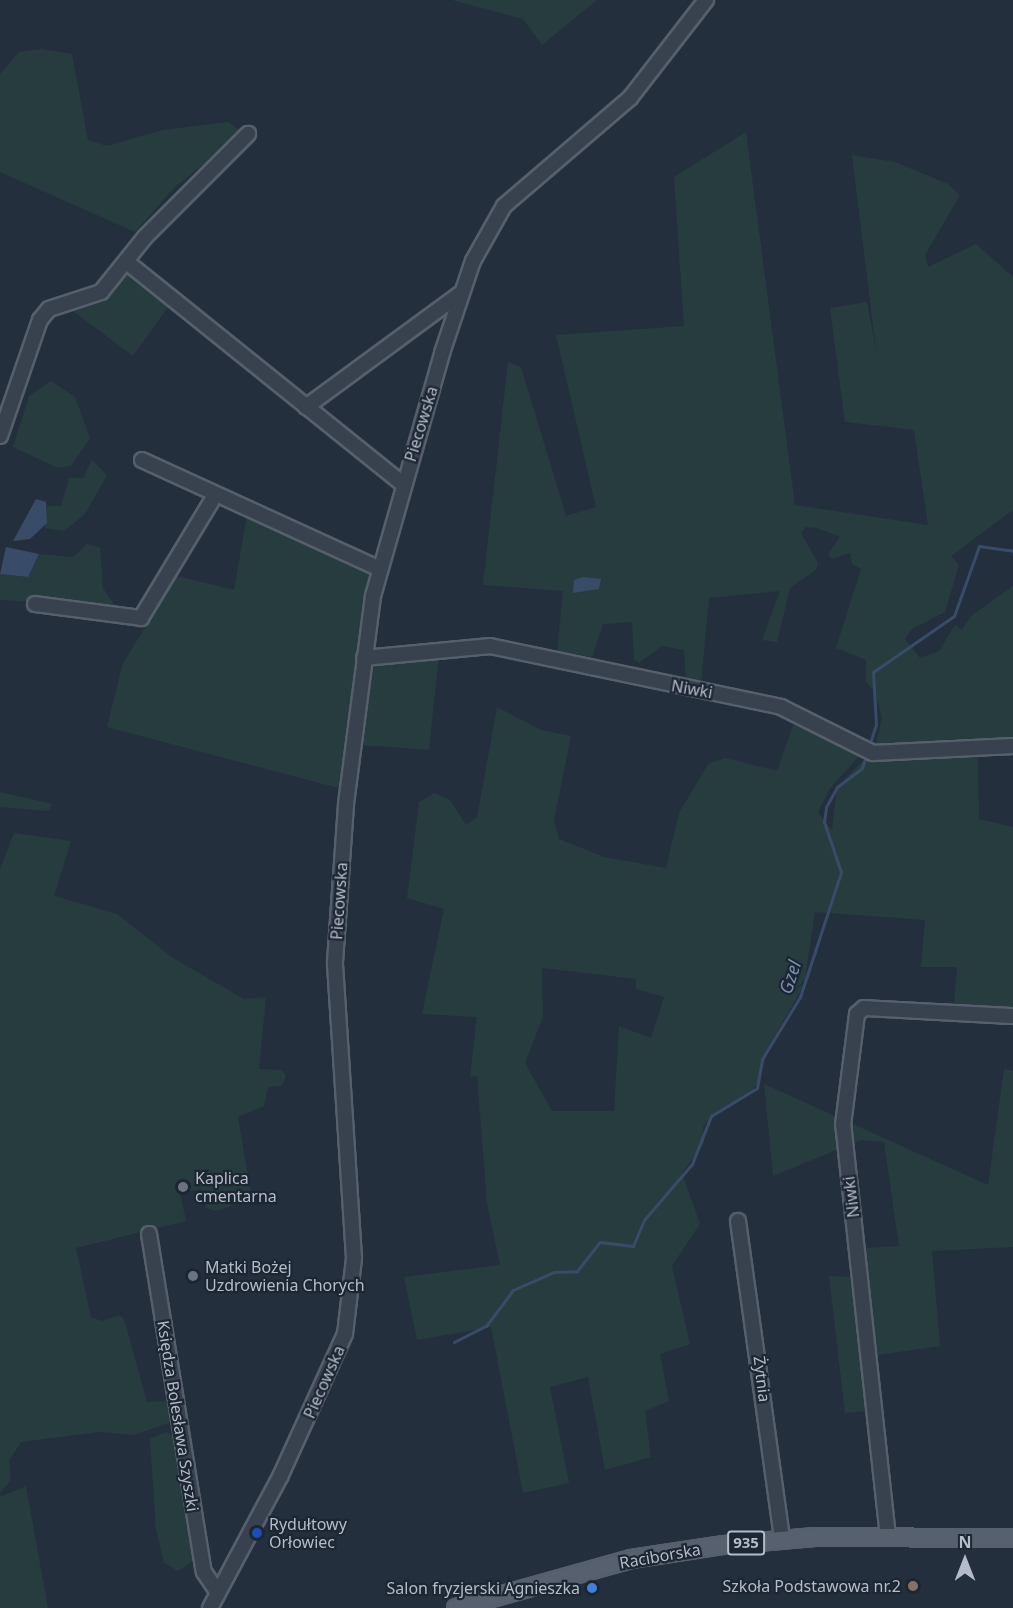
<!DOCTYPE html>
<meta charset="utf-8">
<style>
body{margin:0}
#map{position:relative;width:1013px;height:1608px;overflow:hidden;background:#242f3e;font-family:"Noto Sans",sans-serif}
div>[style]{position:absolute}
.green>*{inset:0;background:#263c3f}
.water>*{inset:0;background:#394c67}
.stream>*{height:3px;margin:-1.5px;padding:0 1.5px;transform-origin:1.5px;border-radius:1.5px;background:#394c67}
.roads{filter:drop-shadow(2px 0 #565f6c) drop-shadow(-2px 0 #565f6c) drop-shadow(0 2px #565f6c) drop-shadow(0 -2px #565f6c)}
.minor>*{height:14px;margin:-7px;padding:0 7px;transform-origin:7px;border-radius:7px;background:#38414e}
.major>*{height:16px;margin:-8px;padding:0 8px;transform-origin:8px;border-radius:8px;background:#56606e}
.dots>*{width:16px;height:16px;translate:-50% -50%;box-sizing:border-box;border:3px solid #1d2633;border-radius:50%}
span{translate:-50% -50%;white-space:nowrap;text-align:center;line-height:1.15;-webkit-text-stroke:4.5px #1d2633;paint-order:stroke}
.shield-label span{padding:2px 4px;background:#1d2633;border:2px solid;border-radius:4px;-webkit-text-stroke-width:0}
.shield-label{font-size:15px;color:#b4bcc9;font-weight:700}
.street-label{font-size:16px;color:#b4bcc9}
.poi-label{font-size:16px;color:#b4bcc9}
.left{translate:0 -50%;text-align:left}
.right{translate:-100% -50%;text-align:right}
.water-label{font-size:18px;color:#7c92b1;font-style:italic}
.north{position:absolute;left:935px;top:1530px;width:60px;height:60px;-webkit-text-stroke:4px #1d2633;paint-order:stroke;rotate:0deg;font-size:16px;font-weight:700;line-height:24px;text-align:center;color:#b4bcc9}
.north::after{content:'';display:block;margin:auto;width:21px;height:27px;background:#b4bcc9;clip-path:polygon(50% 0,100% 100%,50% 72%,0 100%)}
</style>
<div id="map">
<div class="green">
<i style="clip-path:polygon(452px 0,597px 0,542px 45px,523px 19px)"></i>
<i style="clip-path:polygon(41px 49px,72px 54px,88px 140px,107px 146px,163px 130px,228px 122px,239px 130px,238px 136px,175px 187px,135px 232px,0 172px,0 74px,19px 52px)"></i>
<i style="clip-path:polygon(746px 132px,795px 505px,928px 525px,914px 430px,845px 422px,830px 308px,867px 302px,876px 350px,852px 155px,895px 162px,948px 184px,960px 195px,925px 255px,928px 267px,976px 244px,1013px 277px,1013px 510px,951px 556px,959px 565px,945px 612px,912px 629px,905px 639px,920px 658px,939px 651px,955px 625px,962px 630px,971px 616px,1013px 586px,1013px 741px,954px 739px,875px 747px,882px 718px,875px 692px,866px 682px,866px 660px,836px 648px,861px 569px,852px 564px,850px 553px,832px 559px,828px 554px,840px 537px,817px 528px,806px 527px,801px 533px,818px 563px,816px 570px,790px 588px,777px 642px,762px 640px,780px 591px,709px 598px,701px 683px,686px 681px,684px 650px,662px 646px,639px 663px,634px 660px,632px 622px,603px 624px,592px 657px,557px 651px,563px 591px,483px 585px,508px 362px,521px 367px,566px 516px,596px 507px,556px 335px,684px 326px,674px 177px)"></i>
<i style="clip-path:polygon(130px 269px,171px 303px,133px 356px,69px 308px)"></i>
<i style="clip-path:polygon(51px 381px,75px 397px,90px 438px,71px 466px,58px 468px,13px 447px,29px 396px)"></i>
<i style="clip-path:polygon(92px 460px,107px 475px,85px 514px,64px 531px,45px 528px,47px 506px,61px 506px,69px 478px,83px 478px)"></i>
<i style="clip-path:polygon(247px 515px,380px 569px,372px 657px,439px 656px,429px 750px,361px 745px,342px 789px,107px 727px,123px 663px,177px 576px,234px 590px)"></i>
<i style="clip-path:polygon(87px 544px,100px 548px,103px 588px,116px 607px,0 600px,0 574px,27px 577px,39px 554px,73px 557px)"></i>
<i style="clip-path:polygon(evenodd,497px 707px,541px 730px,571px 736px,554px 820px,559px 839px,604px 857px,666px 868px,679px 813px,708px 764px,725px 758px,777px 771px,796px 717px,860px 755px,831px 787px,818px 812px,832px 830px,837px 787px,865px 759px,978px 753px,979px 819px,1013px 827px,1013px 1008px,954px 1005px,957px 967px,921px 967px,925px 920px,815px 912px,805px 979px,795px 990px,805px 983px,768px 1048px,759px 1082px,747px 1096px,712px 1115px,703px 1127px,704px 1143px,682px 1173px,700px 1224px,672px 1266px,690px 1344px,660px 1354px,669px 1401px,645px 1411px,651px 1457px,605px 1470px,588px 1377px,550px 1387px,569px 1483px,523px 1493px,491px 1327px,417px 1340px,404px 1277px,500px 1265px,487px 1203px,477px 1076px,470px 1077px,477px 1017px,422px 1014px,444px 909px,407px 898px,419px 802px,434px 793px,450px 800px,466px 825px,477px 817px,497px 707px,542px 968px,636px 979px,636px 989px,664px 997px,651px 1038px,619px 1026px,614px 1111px,552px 1111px,525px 1063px,543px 1017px,542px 968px)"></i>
<i style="clip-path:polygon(0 792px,35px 800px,52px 804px,49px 811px,0 807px)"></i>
<i style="clip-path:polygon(14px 833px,71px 841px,54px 896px,117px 914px,173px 958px,244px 999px,266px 997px,259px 1069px,282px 1070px,286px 1076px,282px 1086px,268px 1087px,264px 1106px,238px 1117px,252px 1199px,216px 1211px,206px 1208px,201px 1189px,180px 1193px,186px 1221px,76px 1248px,91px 1317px,102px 1321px,120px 1315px,125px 1322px,147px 1402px,166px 1401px,172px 1422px,134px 1435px,99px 1432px,21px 1442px,9px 1461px,11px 1480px,0 1493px,0 869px)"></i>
<i style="clip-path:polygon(1004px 1069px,1013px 1071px,1013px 1247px,932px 1251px,940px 1346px,864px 1357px,869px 1411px,845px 1413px,829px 1276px,857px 1277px,862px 1248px,899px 1246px,884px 1142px,861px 1140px,773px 1176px,764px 1084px,988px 1185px)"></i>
<i style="clip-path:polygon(166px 1432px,173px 1435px,177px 1451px,195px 1560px,178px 1571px,164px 1563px,156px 1529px,150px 1439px)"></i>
<i style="clip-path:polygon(26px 1486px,48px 1608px,0 1608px,0 1497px)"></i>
</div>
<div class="water">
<i style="clip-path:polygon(36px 499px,46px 502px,47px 523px,30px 539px,13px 541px)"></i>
<i style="clip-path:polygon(6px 547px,39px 554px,28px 577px,0 574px)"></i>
<i style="clip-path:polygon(583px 577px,601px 579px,599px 589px,573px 593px,574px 580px)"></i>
</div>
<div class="stream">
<i style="left:869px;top:746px;width:22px;rotate:-72deg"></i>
<i style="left:876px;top:725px;width:53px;rotate:-93.2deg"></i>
<i style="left:873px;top:672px;width:98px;rotate:-34.7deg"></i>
<i style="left:954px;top:616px;width:74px;rotate:-70.3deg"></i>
<i style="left:979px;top:546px;width:34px;rotate:8deg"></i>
<i style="left:454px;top:1342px;width:36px;rotate:-27deg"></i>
<i style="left:486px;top:1326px;width:45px;rotate:-53.1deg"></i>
<i style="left:513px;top:1290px;width:45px;rotate:-23.7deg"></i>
<i style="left:554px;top:1272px;width:23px;rotate:-2deg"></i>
<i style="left:577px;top:1271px;width:37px;rotate:-52deg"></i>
<i style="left:600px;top:1242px;width:33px;rotate:7deg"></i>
<i style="left:633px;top:1246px;width:28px;rotate:-67deg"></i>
<i style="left:644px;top:1220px;width:74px;rotate:-49.4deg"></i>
<i style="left:692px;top:1164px;width:52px;rotate:-68.4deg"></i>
<i style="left:711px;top:1116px;width:54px;rotate:-31.3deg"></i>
<i style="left:757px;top:1088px;width:29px;rotate:-80deg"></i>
<i style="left:762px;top:1059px;width:73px;rotate:-58.5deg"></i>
<i style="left:800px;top:997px;width:132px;rotate:-71.8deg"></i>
<i style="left:841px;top:872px;width:53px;rotate:-108.8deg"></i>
<i style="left:824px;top:822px;width:15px;rotate:-82deg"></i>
<i style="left:826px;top:807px;width:23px;rotate:-61deg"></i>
<i style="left:837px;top:787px;width:31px;rotate:-37deg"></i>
<i style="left:862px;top:768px;width:13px;rotate:-72deg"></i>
</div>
<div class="roads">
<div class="minor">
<i style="left:128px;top:263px;width:353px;rotate:38.8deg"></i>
<i style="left:306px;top:407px;width:191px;rotate:-36.3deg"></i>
<i style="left:0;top:436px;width:123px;rotate:-71deg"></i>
<i style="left:40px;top:320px;width:14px;rotate:-51deg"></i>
<i style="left:49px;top:309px;width:55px;rotate:-18.1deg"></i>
<i style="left:101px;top:292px;width:70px;rotate:-51.3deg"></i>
<i style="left:145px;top:237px;width:146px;rotate:-45deg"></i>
<i style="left:142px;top:460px;width:262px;rotate:24.6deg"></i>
<i style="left:35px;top:604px;width:107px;rotate:7.5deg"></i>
<i style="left:141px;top:618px;width:141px;rotate:-58.9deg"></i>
<i style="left:364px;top:658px;width:127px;rotate:-5.4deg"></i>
<i style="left:490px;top:646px;width:297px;rotate:11.8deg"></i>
<i style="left:781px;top:707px;width:103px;rotate:26.6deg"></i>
<i style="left:873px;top:753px;width:140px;rotate:-2.9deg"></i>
<i style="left:738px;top:1221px;width:321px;rotate:82.1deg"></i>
<i style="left:149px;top:1234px;width:342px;rotate:80.8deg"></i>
<i style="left:204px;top:1572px;width:25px;rotate:56deg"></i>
<i style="left:888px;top:1537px;width:414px;rotate:-96.2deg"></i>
<i style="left:843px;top:1125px;width:112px;rotate:-82.8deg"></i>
<i style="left:857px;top:1014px;width:9px;rotate:-41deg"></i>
<i style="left:864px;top:1008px;width:149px;rotate:3.1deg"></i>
<i style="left:210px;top:1608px;width:149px;rotate:-61.9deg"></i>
<i style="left:280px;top:1477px;width:157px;rotate:-65.6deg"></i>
<i style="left:345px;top:1334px;width:77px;rotate:-83.2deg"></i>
<i style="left:354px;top:1258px;width:297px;rotate:-93.7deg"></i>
<i style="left:335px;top:962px;width:158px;rotate:-86deg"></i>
<i style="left:346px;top:804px;width:210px;rotate:-82.6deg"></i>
<i style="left:373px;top:596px;width:253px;rotate:-74.1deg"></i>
<i style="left:442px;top:353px;width:97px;rotate:-71.4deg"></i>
<i style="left:473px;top:261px;width:63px;rotate:-60.6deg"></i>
<i style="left:504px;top:206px;width:166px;rotate:-40.6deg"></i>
<i style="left:630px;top:98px;width:124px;rotate:-52.2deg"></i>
</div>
<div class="major">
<i style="left:456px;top:1608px;width:182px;rotate:-15.6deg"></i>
<i style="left:631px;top:1559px;width:94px;rotate:-8.6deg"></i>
<i style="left:724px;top:1545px;width:91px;rotate:-5deg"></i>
<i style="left:815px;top:1537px;width:198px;rotate:0.3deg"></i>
</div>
</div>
<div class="dots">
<i style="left:183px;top:1187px;background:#6b7280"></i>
<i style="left:193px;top:1276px;background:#6b7280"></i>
<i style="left:257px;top:1533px;background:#1a4fb4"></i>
<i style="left:913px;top:1586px;background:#8d6e63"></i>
<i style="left:592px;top:1588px;background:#3f7fe0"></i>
</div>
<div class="shield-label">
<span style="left:746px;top:1543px">935</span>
</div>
<div class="street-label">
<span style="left:421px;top:424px;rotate:-73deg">Piecowska</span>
<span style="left:692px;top:689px;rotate:10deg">Niwki</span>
<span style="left:339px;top:901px;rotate:-86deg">Piecowska</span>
<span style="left:851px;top:1197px;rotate:-97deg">Niwki</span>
<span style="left:762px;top:1379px;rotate:83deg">Żytnia</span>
<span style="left:324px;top:1382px;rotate:-66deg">Piecowska</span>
<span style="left:178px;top:1416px;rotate:81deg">Księdza Bolesława Szyszki</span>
<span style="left:660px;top:1556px;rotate:-10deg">Raciborska</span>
</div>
<div class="poi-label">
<span class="left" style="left:195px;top:1187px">Kaplica<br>cmentarna</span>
<span class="left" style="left:205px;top:1276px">Matki Bożej<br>Uzdrowienia Chorych</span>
<span class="left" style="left:269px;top:1533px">Rydułtowy<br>Orłowiec</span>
<span class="right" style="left:901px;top:1586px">Szkoła Podstawowa nr.2</span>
<span class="right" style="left:580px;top:1588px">Salon fryzjerski Agnieszka</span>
</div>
<div class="water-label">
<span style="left:790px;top:977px;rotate:-72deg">Gzel</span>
</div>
<div class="north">N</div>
</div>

____

● Prompt
In the data, count the lines that include the string "stream", then give that number and nothing more.

● Answer for the task
2